*WHAT TO WORK ON*
Every line of the listing that holds the word "lines" should be returned.

****************

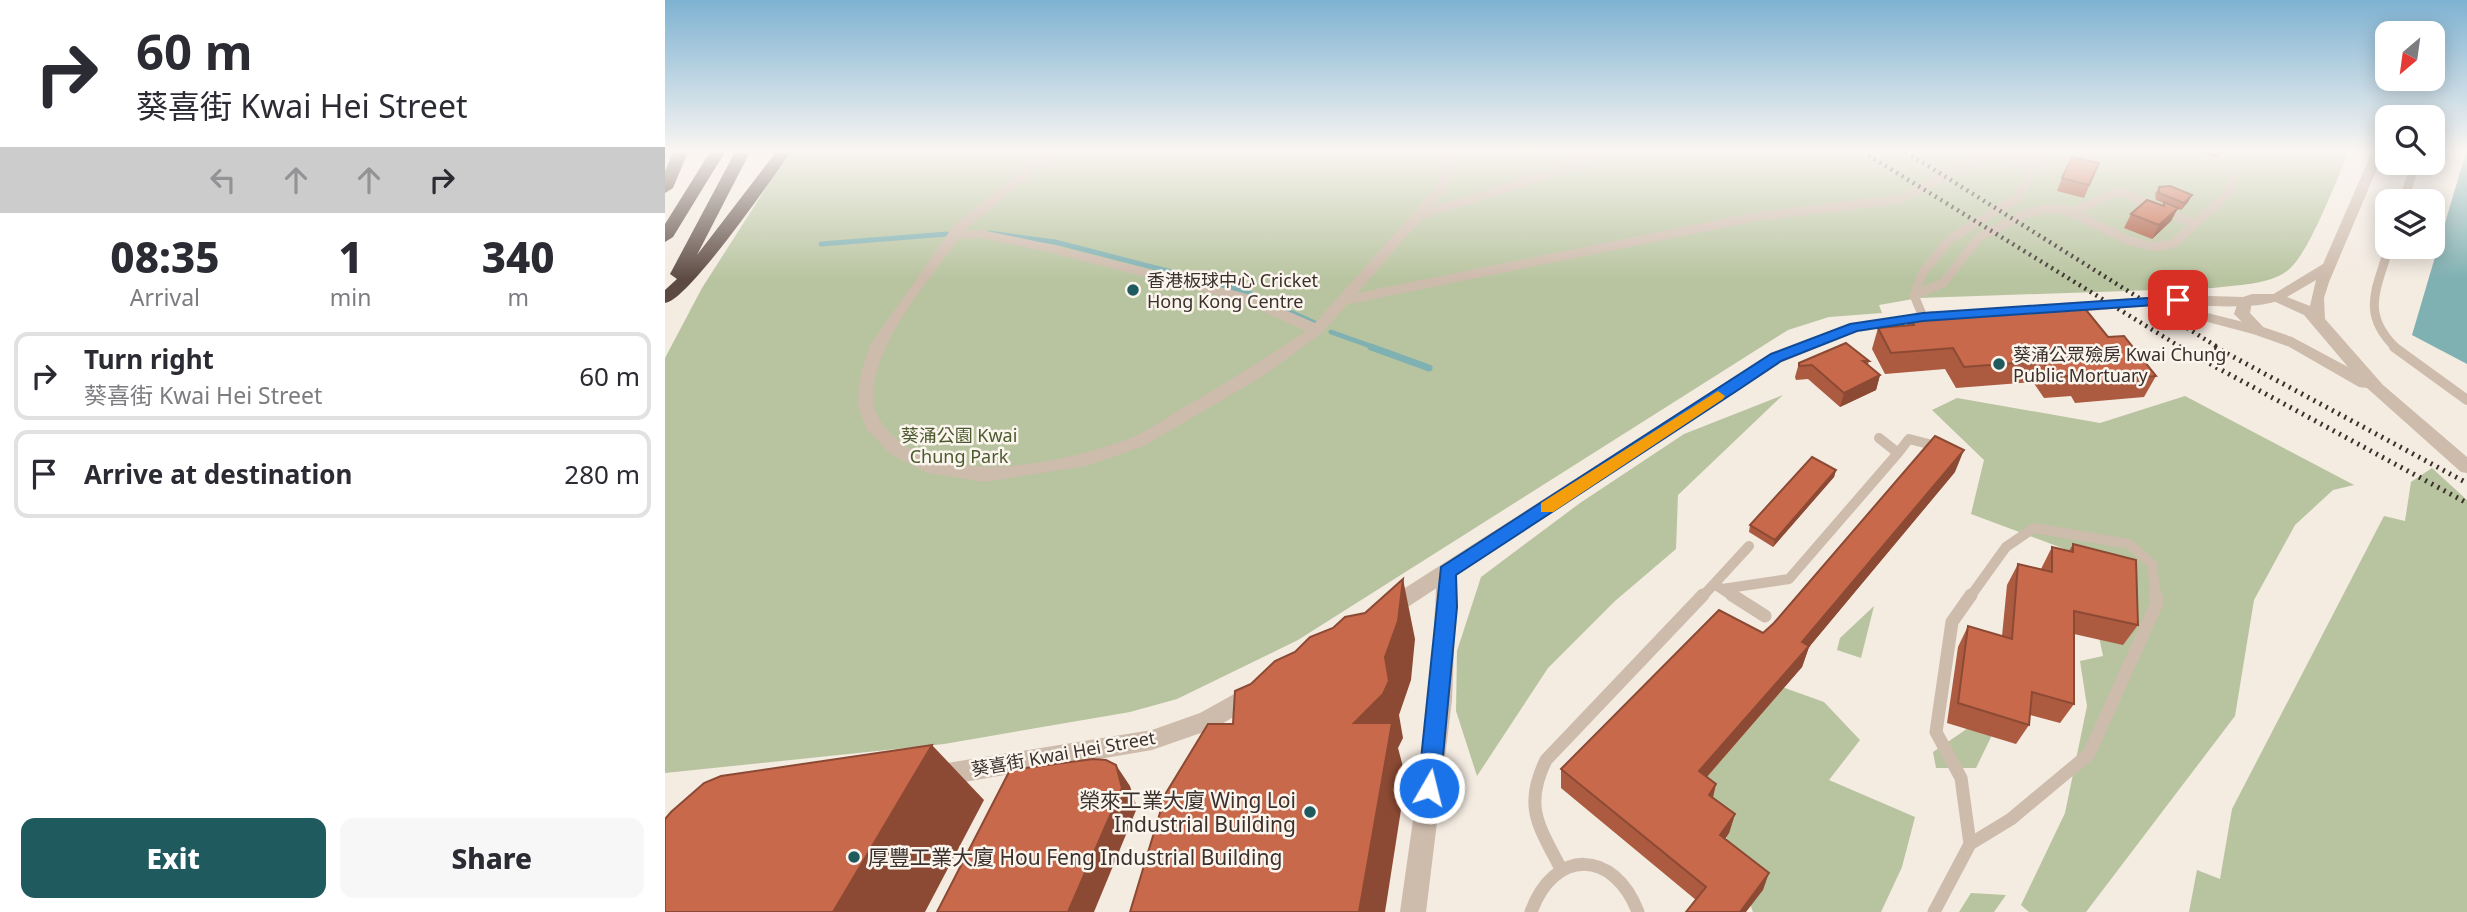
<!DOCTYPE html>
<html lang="en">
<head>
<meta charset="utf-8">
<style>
	:root { --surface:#fff; --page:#f7f7f7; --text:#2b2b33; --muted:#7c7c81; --line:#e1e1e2; --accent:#1f5a5e }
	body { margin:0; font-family:"Noto Sans","Noto Sans TC",sans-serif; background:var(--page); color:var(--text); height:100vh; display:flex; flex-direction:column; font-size:26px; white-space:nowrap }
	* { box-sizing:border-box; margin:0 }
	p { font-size:23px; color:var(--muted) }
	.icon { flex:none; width:38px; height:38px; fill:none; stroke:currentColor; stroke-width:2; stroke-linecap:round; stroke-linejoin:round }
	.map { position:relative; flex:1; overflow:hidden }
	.drawer { display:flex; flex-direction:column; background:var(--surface); width:665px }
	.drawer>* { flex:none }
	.guide { background:#fff; color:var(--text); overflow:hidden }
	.needle { width:46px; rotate:209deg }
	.fabs { position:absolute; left:1710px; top:21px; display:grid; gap:14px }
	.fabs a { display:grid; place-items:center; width:70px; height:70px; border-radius:14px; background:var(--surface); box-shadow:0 4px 18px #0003; font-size:35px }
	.pin { position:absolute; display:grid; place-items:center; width:60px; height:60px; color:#fff; margin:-30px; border-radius:14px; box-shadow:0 4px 10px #0006 }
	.me { position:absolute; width:77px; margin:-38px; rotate:8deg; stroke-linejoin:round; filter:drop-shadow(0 0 5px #0008) }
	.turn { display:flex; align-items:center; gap:24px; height:147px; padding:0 21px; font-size:32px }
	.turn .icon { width:91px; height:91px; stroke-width:2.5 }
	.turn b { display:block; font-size:49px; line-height:60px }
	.lanes { display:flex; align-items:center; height:66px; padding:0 21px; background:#0003; justify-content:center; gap:35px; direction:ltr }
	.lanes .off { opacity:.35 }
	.eta { display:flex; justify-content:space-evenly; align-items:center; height:119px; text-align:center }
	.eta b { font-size:42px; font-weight:800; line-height:49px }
	.button { display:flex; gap:14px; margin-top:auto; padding:14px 21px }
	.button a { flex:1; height:80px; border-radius:14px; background:var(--accent); color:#fff; font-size:28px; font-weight:800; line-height:80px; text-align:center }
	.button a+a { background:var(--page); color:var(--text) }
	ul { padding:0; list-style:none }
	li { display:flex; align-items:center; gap:21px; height:88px; margin:0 14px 10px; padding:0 7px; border:4px solid var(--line); border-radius:14px }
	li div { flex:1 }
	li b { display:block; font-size:26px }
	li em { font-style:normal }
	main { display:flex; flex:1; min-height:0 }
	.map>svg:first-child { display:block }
	.green { fill:#b8c4a0 }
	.water { fill:#7fb0b2 }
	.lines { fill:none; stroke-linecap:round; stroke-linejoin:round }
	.stream-far1 { stroke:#7fb0b2; stroke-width:5 }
	.stream { stroke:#7fb0b2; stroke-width:7 }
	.service-far2 { stroke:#cdbbac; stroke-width:9 }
	.service-far1 { stroke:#cdbbac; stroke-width:10 }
	.service { stroke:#cdbbac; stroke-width:13 }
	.pedestrian { fill:#cdbbac; fill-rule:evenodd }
	.minor { fill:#cdbbac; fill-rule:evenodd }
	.tertiary { fill:#cdbbac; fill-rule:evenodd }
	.motorway { fill:#5c4a42; fill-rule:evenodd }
	.rail-far1 { stroke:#3b302b; stroke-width:4.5; stroke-dasharray:2 4.5; stroke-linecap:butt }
	.rail { stroke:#3b302b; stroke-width:5; stroke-dasharray:2 5; stroke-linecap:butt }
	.wall { fill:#ac5a40 }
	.shaded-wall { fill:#8c4a34 }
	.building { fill:#c8694b; stroke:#8c4a34; stroke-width:2 }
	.route { fill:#1a73e8; stroke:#114b97; stroke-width:2 }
	.slow { fill:#f59e0b }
	.poi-dot { fill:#1f5a5e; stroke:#fbf5ee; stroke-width:2.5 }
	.labels { text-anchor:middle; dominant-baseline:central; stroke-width:5; stroke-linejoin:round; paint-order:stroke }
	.poi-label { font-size:18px; fill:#3b302b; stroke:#fbf5ee; text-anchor:start }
	.park-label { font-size:18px; fill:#4a5a2e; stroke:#fbf5ee }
	.street-label { font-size:18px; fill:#3b302b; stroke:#fbf5ee }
	.near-poi-label { font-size:21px; fill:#3b302b; stroke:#fbf5ee; text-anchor:end }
</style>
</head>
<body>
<main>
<section class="drawer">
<div class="guide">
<div class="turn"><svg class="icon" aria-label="right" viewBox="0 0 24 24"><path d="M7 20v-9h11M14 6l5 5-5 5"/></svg><div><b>60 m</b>葵喜街 Kwai Hei Street</div></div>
<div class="lanes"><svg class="icon off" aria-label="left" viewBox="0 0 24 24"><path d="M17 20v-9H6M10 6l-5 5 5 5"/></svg><svg class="icon off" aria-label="ahead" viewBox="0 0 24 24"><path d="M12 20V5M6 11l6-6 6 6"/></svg><svg class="icon off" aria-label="ahead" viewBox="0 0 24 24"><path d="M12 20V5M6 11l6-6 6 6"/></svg><svg class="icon" aria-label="right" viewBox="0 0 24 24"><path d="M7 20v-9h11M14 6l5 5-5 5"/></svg></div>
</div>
<div class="eta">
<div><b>08:35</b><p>Arrival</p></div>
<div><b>1</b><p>min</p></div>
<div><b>340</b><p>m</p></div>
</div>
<ul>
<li><svg class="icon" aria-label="right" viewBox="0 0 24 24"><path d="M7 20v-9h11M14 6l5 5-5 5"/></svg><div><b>Turn right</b><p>葵喜街 Kwai Hei Street</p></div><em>60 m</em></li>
<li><svg class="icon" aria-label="arrive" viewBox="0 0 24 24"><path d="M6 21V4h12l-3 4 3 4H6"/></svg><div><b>Arrive at destination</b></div><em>280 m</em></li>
</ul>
<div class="button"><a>Exit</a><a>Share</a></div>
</section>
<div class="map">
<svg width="1802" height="912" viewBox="0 0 1802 912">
	<rect width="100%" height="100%" fill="#f4ebe1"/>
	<path class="green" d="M124,152H1684C1671,180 1644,255 1622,271C1603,285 1571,285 1548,288L1254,298L1214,305L1217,313L1164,317L1123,330L633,640L512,699L465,712L279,744L0,773V358L37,288Z
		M1118,395L1013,495L1011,549L950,601L883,668L812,776L791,711L792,651L816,577L915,503L1019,434Z
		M1520,396L1689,485L1668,490L1630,525L1589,600L1570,716L1421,912H1364L1356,905L1400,813L1422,706L1415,661L1438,656L1425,594L1405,551L1306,514L1319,460L1267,410L1292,398L1435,423Z
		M1767,468L1802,500V912H1524L1532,870L1555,879L1567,809L1719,516L1740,521L1746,482Z
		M1209,606L1196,658L1172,650L1175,638Z
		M1078,673L1159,702L1195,740L1164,780L1250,817L1237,867L1216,912H1088L1021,725Z
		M1344,700L1311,768H1271L1268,752Z
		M1306,893L1341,895L1329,912H1294Z"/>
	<path class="water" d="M1801,152H1802V364L1747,335Z"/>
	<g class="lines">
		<path class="stream-far1" d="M324,233L390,242L577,290L652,324
			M156,244L282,234
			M666,332L711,348"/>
		<path class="stream" d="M706,347L764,368"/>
		<path class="service-far2" d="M1738,201L1751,163
			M1407,212L1453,191L1530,224
			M1724,247C1712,289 1695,313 1731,348
			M1249,295L1278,283L1314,237L1361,214L1382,209L1401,210L1465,241L1488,247L1508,244L1564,193L1569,177
			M676,301L1084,218L1236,199L1323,154L1372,161
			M1258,317L1249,295L1258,272L1285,239L1353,197L1375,152"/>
		<path class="service-far1" d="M1729,347L1802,400
			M1233,453L1244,439L1275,447
			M1049,584L1084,546
			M1057,589L1069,597
			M1037,597L1049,584L1057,589L1124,579L1233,453L1214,438
			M1305,597L1341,547L1369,528L1464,544L1487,564L1491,597"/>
		<path class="service" d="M1067,595L1100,616
			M1306,595L1287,622L1271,732L1296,778L1305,844L1346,819L1424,754L1492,603L1491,595
			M896,869C874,826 858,807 881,760L1038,595
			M866,912C889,848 949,849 973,912
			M1269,912L1305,844"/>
		<path class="pedestrian" d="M380,152H394L299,231L317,230L384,244L585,295L650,323L772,186L781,152H793L784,187L767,207L906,163L921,152H935L914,169L757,219L657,333L598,376L479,446L421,466L319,482L263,473L225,454L201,428L192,403L196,373L205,345L289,225ZM317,238L383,252L575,301L641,331C599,359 558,385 514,410C498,420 481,432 463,439C399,463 279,489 226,434C218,426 209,413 208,402C205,346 263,283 293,239Z"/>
		<path class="minor" d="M1707,152H1719L1664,282L1659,298L1660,319L1718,385L1802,457V473L1796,472L1702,388L1694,387L1614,341L1617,337H1627L1683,367L1639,315L1602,298L1658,264ZM1651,280L1645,306L1622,297Z
			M1580,297L1587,302L1585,313L1601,330L1598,333H1588L1569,314L1573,302Z
			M782,564L789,566L792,572L787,700L761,912H735L765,700L772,572L775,566Z"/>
		<path class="tertiary" d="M1587,294H1609L1616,298C1602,311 1533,305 1511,305L1598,327L1627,337L1630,341L1627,345L1622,346L1588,334L1501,311L1500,305L1397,313L1390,308L1397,303L1513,295L1578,297Z
			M1268,311L1276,316L1273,319L1193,331L1117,362L729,616L722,618L715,616L712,610L715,604L1105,354L1185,324Z
			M589,683L597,686L600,693L597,700L550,728L487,750L270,787L262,784L259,776L262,768L270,765L487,730L535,713Z"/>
		<path class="motorway" d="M8,152H23L8,188L0,193V171Z
			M45,152H60L8,237L0,242V224Z
			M70,152H85L32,255L111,152H126C108,177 23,301 0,303V290L12,279L5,274Z"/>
		<path class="rail-far1" d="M1198,152L1517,348
			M1241,152L1554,348"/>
		<path class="rail" d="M1514,347L1802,503
			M1550,347L1802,483"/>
	</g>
	<path class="wall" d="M1533,152H1557L1553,158Z
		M1434,163L1419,198L1392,191L1397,178Z
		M1494,187L1527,195L1523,202L1516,210L1512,209L1506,221L1487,239L1459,228L1466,214L1497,206L1498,203L1491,200L1490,194Z
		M1244,317L1491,376L1479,397L1410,403L1406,396L1379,398L1368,382L1291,388L1280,369L1220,374L1207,349L1213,328L1242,325Z
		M1204,361L1203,365L1215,375L1211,390L1175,407L1143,379L1131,380L1130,377L1134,363Z
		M1171,470L1169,477L1108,547L1084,532L1085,525Z
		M1290,472L1144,647L1137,667L1042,777L1051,784L1048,798L1070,814L1064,833L1060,839L1098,890L1031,900L896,788V769L1098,633Z
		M1408,544L1473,625L1458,645L1409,634V704L1395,723L1365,715L1364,725L1351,744L1282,723L1293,647L1303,626L1337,636L1342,585L1353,564L1376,569L1387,547L1404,551Z"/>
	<path class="shaded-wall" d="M1527,195L1523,202L1516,210L1519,203Z
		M1513,208L1506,221L1487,239L1494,225Z
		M1215,375L1211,390L1175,407L1179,393Z
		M1299,450L1290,472L1144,647L1137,667L1030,790L1034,771L1137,642Z
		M1171,470L1169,477L1108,547L1110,540Z
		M738,579L750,639L746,680L734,715L738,738L733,748L741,778L720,912H694L689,723L720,657Z
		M267,745L319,800L260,912H168Z
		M451,765L465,786L472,808L429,912H403Z
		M1051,784L1046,803L1044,795Z
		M1070,814L1064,833L1050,853L1055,835Z
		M1104,873L1098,890L1081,912H1075Z"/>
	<path class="building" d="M1407,157L1434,163L1424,185L1397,178Z
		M1505,186L1527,195L1519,203L1494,193V187Z
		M1482,200L1499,206V202L1513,208L1494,225L1466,214Z
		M1417,305L1443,337L1459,336L1491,376L1421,382L1416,375L1389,377L1377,361L1299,367L1288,348L1226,353L1213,328L1249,325L1244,317Z
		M1181,343L1204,361H1198L1215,375L1179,393L1147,365L1134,366V363Z
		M1270,436L1299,450L1137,642L1144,646L1034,771L1051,784L1044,795L1070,814L1055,835L1104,873L1075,912H1021L1041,887L896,769L1054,610L1098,633L1109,623Z
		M1147,457L1171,470L1110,540L1085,525Z
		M1408,544L1471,560L1473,625L1409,611V704L1367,692L1364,725L1293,703L1303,626L1347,639L1353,564L1387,572V547L1408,552Z
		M738,579L733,621L720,657L724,681L718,694L689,723H727L694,912H465L501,793L543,724H568L570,691L586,684L610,661L630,652L645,637L668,628L680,617L700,613Z
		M267,745L168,912H0V819L6,812L39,783L56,776Z
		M428,759L441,760L451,765L457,788L403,912H272L345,770Z"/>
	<linearGradient id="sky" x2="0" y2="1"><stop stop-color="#7eb2d2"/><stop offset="0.54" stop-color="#faf6f2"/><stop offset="1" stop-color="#faf6f2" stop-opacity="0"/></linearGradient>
	<rect width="1802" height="280" fill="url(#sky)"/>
	<path class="route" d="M1513,296L1518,298V303L1258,321L1192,331L1116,361L1073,390L791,575L792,607L775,788L772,795L764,798L757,795L753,788L776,567L1106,354L1185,324L1258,313Z"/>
	<path class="slow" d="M1053,391L1060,396L1058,399L888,512H876V503Z"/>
	<g class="poi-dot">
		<circle cx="468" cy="290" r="7"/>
		<circle cx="1334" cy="364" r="7"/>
		<circle cx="645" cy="812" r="7"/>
		<circle cx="189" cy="857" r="7"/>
	</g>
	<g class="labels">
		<g class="poi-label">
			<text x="482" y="280">香港板球中心 Cricket<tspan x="482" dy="21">Hong Kong Centre</tspan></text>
			<text x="1348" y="354">葵涌公眾殮房 Kwai Chung<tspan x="1348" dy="21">Public Mortuary</tspan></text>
		</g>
		<g class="park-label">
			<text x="294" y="435">葵涌公園 Kwai<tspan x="294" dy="21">Chung Park</tspan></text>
		</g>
		<g class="street-label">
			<text transform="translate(398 753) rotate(-10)">葵喜街 Kwai Hei Street</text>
		</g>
		<g class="near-poi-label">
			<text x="631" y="800">榮來工業大廈 Wing Loi<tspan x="631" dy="24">Industrial Building</tspan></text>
			<text x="203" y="857" text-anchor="start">厚豐工業大廈 Hou Feng Industrial Building</text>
		</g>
	</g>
</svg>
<div class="fabs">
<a><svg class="needle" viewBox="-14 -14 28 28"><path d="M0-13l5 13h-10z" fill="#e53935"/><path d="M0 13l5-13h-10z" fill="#7c7c81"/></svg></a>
<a><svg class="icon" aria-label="search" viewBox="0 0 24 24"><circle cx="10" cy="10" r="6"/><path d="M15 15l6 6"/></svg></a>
<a><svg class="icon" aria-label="layers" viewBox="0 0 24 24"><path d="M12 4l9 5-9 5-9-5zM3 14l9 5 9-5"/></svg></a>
</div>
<div class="pin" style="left:1513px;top:300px;background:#d93025"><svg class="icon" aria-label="arrive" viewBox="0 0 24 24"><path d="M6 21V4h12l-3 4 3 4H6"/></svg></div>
<svg class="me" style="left:764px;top:788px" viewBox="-20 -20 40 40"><circle r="17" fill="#1a73e8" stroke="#fff" stroke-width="3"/><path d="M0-11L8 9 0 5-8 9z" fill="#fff"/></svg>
</div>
</main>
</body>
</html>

****************

*YOUR SOLUTION*
	.lines { fill:none; stroke-linecap:round; stroke-linejoin:round }
	<g class="lines">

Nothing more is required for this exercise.